Opinion : La ville mauritanienne doit aussi raconter toutes ses mémoires !
Opinion : La ville mauritanienne doit aussi raconter toutes ses mémoires !
La toponymie urbaine en Mauritanie n’est pas un détail. Elle dit qui a eu le pouvoir de nommer, quelles langues ont été reconnues, et quels mémoires ont été rendues visibles dans l’espace public.

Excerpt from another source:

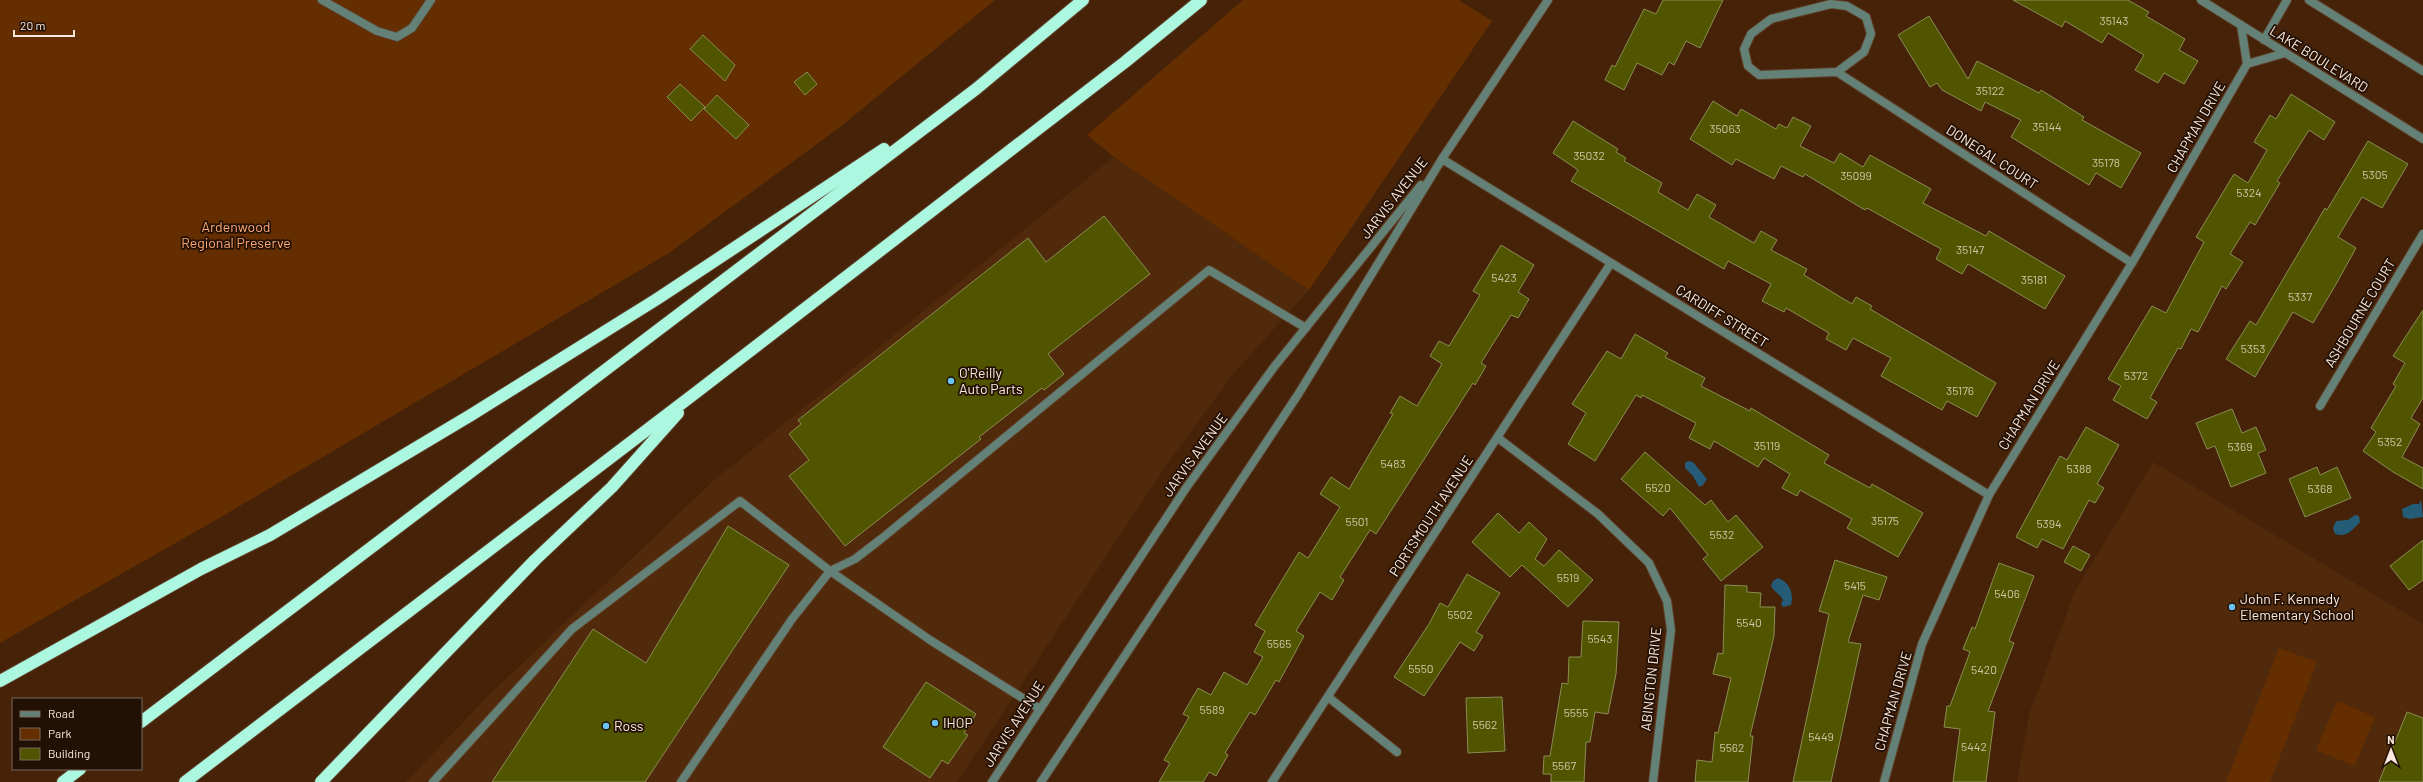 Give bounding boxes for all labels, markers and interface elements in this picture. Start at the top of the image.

Quand on observe les noms des quartiers, des rues et des secteurs, on comprend vite qu’ils ne sont pas seulement des repères pratiques: ils sont aussi des marqueurs de domination symbolique, de continuité historique et de rapport à l’identité collective.
Depuis des décennies, la ville mauritanienne s’est développée dans un contexte où le hassaniyya, l’arabe et les références socioculturelles des groupes les plus visibles dans l’administration et dans l’espace urbain ont fortement influencé la nomination des lieux. Cela s’explique par l’histoire du pays, par la rapidité de l’urbanisation, mais aussi par la manière dont les institutions ont accompagné ou parfois laissé faire la fabrication des noms.
Les quartiers ont été baptisés selon des usages locaux, des repères du terrain, des mots du quotidien, des souvenirs partagés, parfois aussi selon des logiques administratives ou politiques. Résultat: une ville qui parle souvent la langue des plus puissants du moment.
Mais faut-il pour autant considérer cette situation comme naturelle? Certainement pas.
Une ville n’est jamais neutre. Elle reflète toujours des équilibres de pouvoir.
Lorsque les noms publics donnent une place quasi exclusive à certaines références culturelles, ils finissent par produire une forme d’invisibilité pour d’autres composantes de la nation.
Or la Mauritanie n’est pas une société univoque.
Elle est composée de mémoires, de langues, d’histoires et de sensibilités multiples. Les communautés noires africaines font pleinement partie de cette réalité nationale. Pourtant, leur présence historique et culturelle reste insuffisamment inscrite dans le paysage toponymique urbain.
Ce constat ne relève pas d’une polémique identitaire.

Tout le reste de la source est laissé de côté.